Privée de l'amour de tant de fils, sa femme, Honorine, n'aura, elle, que ses yeux pour pleurer. Sa belle- fille, Emélie, ne se remariera jamais, vivant de sa pension de veuve de guerre. Mais le sort s'acharne : en 1933, son fils décède à 19 ans, sans doute d'une méningite. Des deux filles Jardot, seule Marie fonde une famille. Après la Seconde Guerre mondiale, son fils, Léon Simon, forgeron et maréchal- ferrant du village, reprend la ferme.

Aujourd'hui, la maison de Jules et Honorine tient toujours debout, transformée en hangar agricole par leur arrière-petit-fils. Comme beaucoup dans la région, l'homme a gardé quelques terres et deux

chevaux, mais travaille comme mécanicien. Saigné par la Grande Guerre, le territoire s'est tourné vers Alstom, General Electric, voire Peugeot-Montbéliard pour assurer sa survie.

Ensevelie sous les horreurs des conflits suivants, la tragédie des cinq frères est peu à peu tombée dans l'oubli, même si des rues portent leur nom à Evette - qui a fusionné avec Salbert en 1972 - et à Belfort. Dans la seconde moitié du XXe siècle, c'est un autre Jardot né à Evette, d'une branche éloignée, qui fait la fierté du village. Ami de Le Corbusier, Maurice Jardot reprend en 1956 les commandes de la célèbre galerie Kahnweiler-Leiris, à Paris, avant de léguer, en 1997, sa merveilleuse collection de Picasso, de Fernand Léger ou de Braque à la ville de Belfort.

A l'initiative de l'association "Il était autrefois... Evette et Salbert", une plaque sera finalement apposée en 2011 sur la maison natale des cinq frères, en présence des descendants de la famille. Simple illustration parmi tant d'autres du martyre enduré par les poilus de "c'te tiatodge" (cette quatorze), comme disaient, en patois local, les survivants des tranchées, dont Jules, Léon, Aristide, Eugène et Joseph-Alfred Jardot n'eurent pas la chance de faire partie.


Hécatombes familiales

Il n'existe pas de recensement officiel des familles les plus endeuillées par les combats de 14-18. Mais les Ruellan, des armateurs d'Ille-et-Vilaine, figurent à coup sûr parmi ces malheureuses.
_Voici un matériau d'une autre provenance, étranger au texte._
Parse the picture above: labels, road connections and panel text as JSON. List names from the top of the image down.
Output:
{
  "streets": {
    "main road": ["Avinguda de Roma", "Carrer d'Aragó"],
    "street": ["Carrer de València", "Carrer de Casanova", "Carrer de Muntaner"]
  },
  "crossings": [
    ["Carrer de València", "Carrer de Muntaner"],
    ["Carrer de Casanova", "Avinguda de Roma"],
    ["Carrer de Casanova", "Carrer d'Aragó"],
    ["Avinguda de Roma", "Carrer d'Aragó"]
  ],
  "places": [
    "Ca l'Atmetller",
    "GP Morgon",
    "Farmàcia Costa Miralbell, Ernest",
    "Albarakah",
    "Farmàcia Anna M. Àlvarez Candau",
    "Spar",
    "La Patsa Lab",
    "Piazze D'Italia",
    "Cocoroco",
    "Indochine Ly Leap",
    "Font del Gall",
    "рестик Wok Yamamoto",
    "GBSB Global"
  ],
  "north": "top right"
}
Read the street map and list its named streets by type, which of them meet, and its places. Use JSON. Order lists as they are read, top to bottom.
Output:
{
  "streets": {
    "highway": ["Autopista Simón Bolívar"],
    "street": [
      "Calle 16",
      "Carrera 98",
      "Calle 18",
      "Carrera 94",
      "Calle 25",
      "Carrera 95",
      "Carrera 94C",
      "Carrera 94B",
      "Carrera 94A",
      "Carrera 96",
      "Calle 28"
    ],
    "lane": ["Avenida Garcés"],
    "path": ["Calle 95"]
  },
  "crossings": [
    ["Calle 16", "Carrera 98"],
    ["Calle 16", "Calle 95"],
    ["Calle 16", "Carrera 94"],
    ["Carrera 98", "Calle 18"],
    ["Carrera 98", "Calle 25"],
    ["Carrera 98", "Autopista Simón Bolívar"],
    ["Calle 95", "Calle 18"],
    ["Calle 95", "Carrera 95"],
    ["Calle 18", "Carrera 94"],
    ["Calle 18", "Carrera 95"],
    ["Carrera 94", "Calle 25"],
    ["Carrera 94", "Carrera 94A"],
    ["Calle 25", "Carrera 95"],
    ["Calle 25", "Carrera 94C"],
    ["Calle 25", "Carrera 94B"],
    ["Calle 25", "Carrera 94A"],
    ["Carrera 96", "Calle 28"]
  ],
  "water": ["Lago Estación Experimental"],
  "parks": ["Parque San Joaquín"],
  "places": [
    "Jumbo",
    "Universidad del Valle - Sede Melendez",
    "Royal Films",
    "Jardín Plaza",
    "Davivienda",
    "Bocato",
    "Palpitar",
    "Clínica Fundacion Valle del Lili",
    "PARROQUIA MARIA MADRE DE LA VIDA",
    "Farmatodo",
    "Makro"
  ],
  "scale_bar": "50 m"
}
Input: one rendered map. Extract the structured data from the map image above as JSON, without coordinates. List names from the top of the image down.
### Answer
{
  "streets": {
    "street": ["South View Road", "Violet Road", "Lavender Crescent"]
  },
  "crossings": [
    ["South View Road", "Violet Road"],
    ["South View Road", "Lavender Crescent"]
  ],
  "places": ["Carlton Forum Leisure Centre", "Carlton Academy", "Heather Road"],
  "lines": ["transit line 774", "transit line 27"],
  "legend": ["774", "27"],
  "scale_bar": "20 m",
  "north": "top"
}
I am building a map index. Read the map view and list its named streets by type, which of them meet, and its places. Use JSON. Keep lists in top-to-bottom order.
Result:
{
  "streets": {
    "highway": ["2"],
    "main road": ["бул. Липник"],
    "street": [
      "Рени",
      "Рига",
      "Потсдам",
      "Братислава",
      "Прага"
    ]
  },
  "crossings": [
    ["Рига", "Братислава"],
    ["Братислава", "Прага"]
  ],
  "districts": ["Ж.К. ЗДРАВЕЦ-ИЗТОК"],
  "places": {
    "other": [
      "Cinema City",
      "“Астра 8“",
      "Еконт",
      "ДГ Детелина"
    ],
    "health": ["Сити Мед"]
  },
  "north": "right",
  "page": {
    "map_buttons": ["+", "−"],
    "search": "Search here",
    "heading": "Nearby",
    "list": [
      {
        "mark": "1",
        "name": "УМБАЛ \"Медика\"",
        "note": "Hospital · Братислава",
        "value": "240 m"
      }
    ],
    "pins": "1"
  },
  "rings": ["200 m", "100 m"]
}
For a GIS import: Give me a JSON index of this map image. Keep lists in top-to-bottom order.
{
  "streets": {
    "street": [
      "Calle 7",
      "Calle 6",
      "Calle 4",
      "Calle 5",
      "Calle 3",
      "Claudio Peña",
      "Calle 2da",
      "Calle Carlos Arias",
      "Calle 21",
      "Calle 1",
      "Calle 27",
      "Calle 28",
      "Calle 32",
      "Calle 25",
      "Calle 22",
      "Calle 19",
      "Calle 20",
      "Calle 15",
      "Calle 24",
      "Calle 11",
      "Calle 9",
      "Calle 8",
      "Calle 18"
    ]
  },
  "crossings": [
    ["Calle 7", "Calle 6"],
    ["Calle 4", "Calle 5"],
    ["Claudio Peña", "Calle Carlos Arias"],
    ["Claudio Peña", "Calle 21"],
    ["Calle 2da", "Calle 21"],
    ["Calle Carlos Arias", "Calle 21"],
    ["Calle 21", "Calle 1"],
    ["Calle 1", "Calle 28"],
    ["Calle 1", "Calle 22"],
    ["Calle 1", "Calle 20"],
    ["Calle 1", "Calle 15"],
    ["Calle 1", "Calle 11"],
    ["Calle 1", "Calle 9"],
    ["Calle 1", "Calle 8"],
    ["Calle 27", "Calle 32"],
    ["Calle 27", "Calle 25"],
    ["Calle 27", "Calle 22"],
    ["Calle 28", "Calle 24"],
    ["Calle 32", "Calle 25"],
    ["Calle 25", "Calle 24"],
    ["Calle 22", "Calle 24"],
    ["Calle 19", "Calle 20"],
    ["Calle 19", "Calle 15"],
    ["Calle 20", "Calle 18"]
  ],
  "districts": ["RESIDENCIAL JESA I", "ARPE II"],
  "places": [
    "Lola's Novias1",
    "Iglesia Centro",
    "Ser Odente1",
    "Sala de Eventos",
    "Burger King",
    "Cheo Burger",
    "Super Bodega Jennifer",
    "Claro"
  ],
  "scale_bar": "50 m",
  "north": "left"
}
Sur 15 enfants vivants en 1914, cette famille catholique et nationaliste de Paramé, devenu un quartier de Saint-Malo, a perdu six fils au front et un septième après l'armistice, mort des suites de son gazage. Dès 1919, la rue où ils habitent est rebaptisée en leur honneur, et une plaque orne la maison familiale.

Outre les Jardot, plusieurs fratries ont perdu cinq garçons : les L'Estang du Rusquec, dans le Finistère, les Falcon de Longevialle, originaires de l'Isère, ou les Tramaille, en Saône-et-Loire. Durant la Grande Guerre, quatre des fils du futur président de la République Paul Doumer périrent au combat. Au musée de la Légion d'honneur, une vitrine est consacrée au sort des quatre frères Peignot, des imprimeurs parisiens, dont aucun ne revint du front.